▶ [Task description] A verbatim transcription of the listing below is required, without its pictures.

▶ [Exercise input]
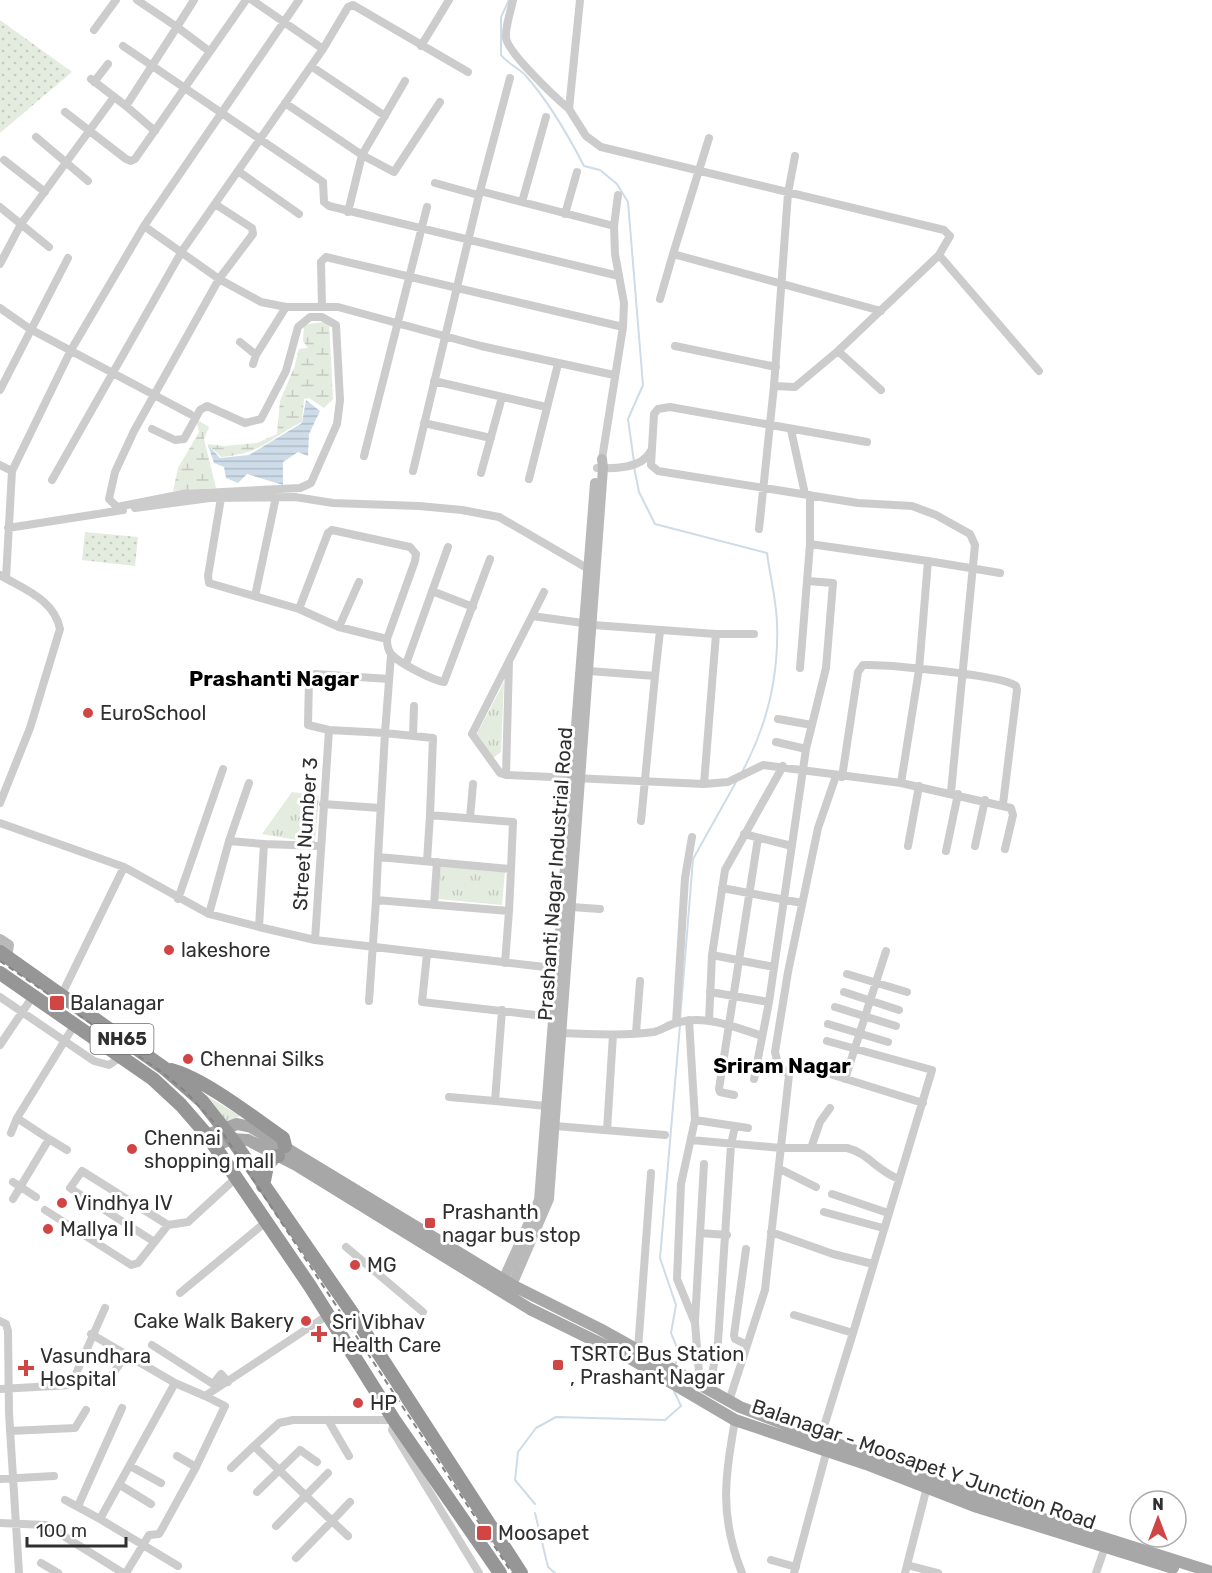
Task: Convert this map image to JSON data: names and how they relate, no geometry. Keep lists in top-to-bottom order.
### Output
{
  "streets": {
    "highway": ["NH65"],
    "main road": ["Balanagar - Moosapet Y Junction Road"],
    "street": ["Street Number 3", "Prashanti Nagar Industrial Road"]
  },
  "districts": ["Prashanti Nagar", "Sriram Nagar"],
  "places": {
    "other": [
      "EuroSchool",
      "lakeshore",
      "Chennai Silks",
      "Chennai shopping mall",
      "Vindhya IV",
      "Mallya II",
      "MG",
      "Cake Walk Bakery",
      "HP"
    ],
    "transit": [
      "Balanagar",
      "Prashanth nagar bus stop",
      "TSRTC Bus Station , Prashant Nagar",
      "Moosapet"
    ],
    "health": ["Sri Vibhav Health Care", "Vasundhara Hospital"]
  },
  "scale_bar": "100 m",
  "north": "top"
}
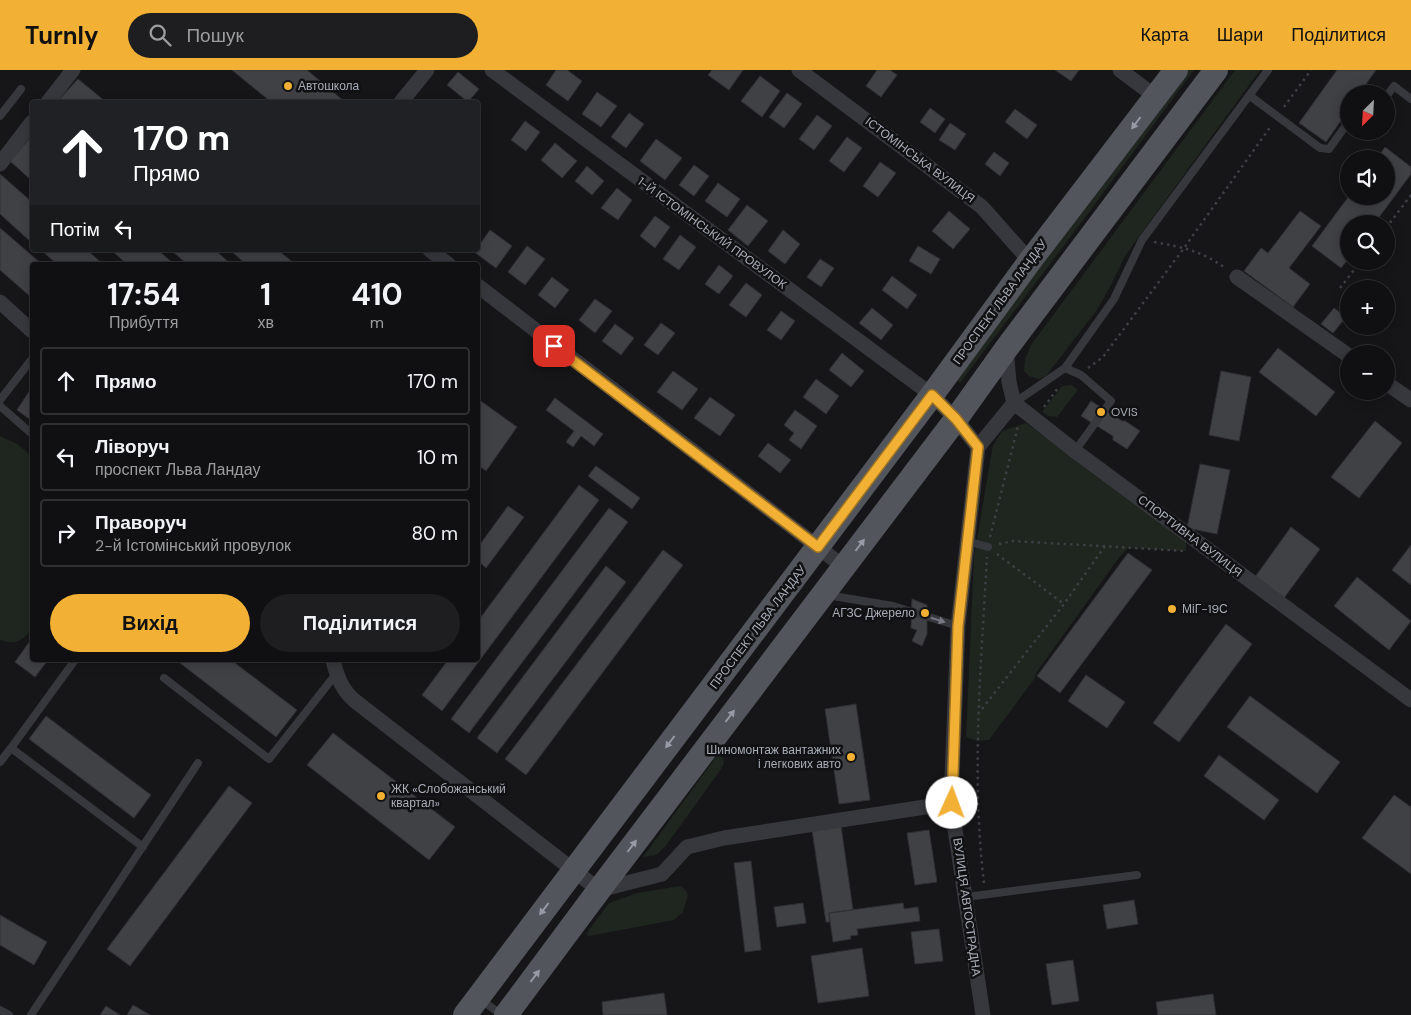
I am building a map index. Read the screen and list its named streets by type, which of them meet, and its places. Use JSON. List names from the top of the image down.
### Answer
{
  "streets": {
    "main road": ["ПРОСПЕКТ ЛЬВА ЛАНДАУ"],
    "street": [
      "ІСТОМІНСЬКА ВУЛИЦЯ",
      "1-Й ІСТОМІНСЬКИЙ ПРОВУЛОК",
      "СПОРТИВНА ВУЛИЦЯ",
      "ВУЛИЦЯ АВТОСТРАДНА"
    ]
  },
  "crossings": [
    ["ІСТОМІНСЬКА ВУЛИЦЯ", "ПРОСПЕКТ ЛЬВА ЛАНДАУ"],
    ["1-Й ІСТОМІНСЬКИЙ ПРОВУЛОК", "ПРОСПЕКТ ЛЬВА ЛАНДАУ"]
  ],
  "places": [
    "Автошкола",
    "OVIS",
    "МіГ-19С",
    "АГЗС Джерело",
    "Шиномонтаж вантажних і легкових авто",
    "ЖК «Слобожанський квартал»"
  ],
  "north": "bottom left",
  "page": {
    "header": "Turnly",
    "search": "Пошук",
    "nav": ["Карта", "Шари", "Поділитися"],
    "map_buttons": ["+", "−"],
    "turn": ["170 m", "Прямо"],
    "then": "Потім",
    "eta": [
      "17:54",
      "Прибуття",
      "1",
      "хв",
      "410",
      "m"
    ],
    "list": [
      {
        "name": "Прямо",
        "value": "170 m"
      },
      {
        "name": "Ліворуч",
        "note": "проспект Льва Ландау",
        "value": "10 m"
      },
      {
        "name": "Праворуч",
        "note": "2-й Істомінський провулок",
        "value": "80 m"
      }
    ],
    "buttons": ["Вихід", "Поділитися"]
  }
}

▶ [Task output]
Task: Convert this map image to JSON data: names and how they relate, no geometry. Keep lists in top-to-bottom order.
### Output
{
  "streets": {
    "highway": ["NH65"],
    "main road": ["Balanagar - Moosapet Y Junction Road"],
    "street": ["Street Number 3", "Prashanti Nagar Industrial Road"]
  },
  "districts": ["Prashanti Nagar", "Sriram Nagar"],
  "places": {
    "other": [
      "EuroSchool",
      "lakeshore",
      "Chennai Silks",
      "Chennai shopping mall",
      "Vindhya IV",
      "Mallya II",
      "MG",
      "Cake Walk Bakery",
      "HP"
    ],
    "transit": [
      "Balanagar",
      "Prashanth nagar bus stop",
      "TSRTC Bus Station , Prashant Nagar",
      "Moosapet"
    ],
    "health": ["Sri Vibhav Health Care", "Vasundhara Hospital"]
  },
  "scale_bar": "100 m",
  "north": "top"
}
I am building a map index. Read the screen and list its named streets by type, which of them meet, and its places. Use JSON. List names from the top of the image down.
### Answer
{
  "streets": {
    "main road": ["ПРОСПЕКТ ЛЬВА ЛАНДАУ"],
    "street": [
      "ІСТОМІНСЬКА ВУЛИЦЯ",
      "1-Й ІСТОМІНСЬКИЙ ПРОВУЛОК",
      "СПОРТИВНА ВУЛИЦЯ",
      "ВУЛИЦЯ АВТОСТРАДНА"
    ]
  },
  "crossings": [
    ["ІСТОМІНСЬКА ВУЛИЦЯ", "ПРОСПЕКТ ЛЬВА ЛАНДАУ"],
    ["1-Й ІСТОМІНСЬКИЙ ПРОВУЛОК", "ПРОСПЕКТ ЛЬВА ЛАНДАУ"]
  ],
  "places": [
    "Автошкола",
    "OVIS",
    "МіГ-19С",
    "АГЗС Джерело",
    "Шиномонтаж вантажних і легкових авто",
    "ЖК «Слобожанський квартал»"
  ],
  "north": "bottom left",
  "page": {
    "header": "Turnly",
    "search": "Пошук",
    "nav": ["Карта", "Шари", "Поділитися"],
    "map_buttons": ["+", "−"],
    "turn": ["170 m", "Прямо"],
    "then": "Потім",
    "eta": [
      "17:54",
      "Прибуття",
      "1",
      "хв",
      "410",
      "m"
    ],
    "list": [
      {
        "name": "Прямо",
        "value": "170 m"
      },
      {
        "name": "Ліворуч",
        "note": "проспект Льва Ландау",
        "value": "10 m"
      },
      {
        "name": "Праворуч",
        "note": "2-й Істомінський провулок",
        "value": "80 m"
      }
    ],
    "buttons": ["Вихід", "Поділитися"]
  }
}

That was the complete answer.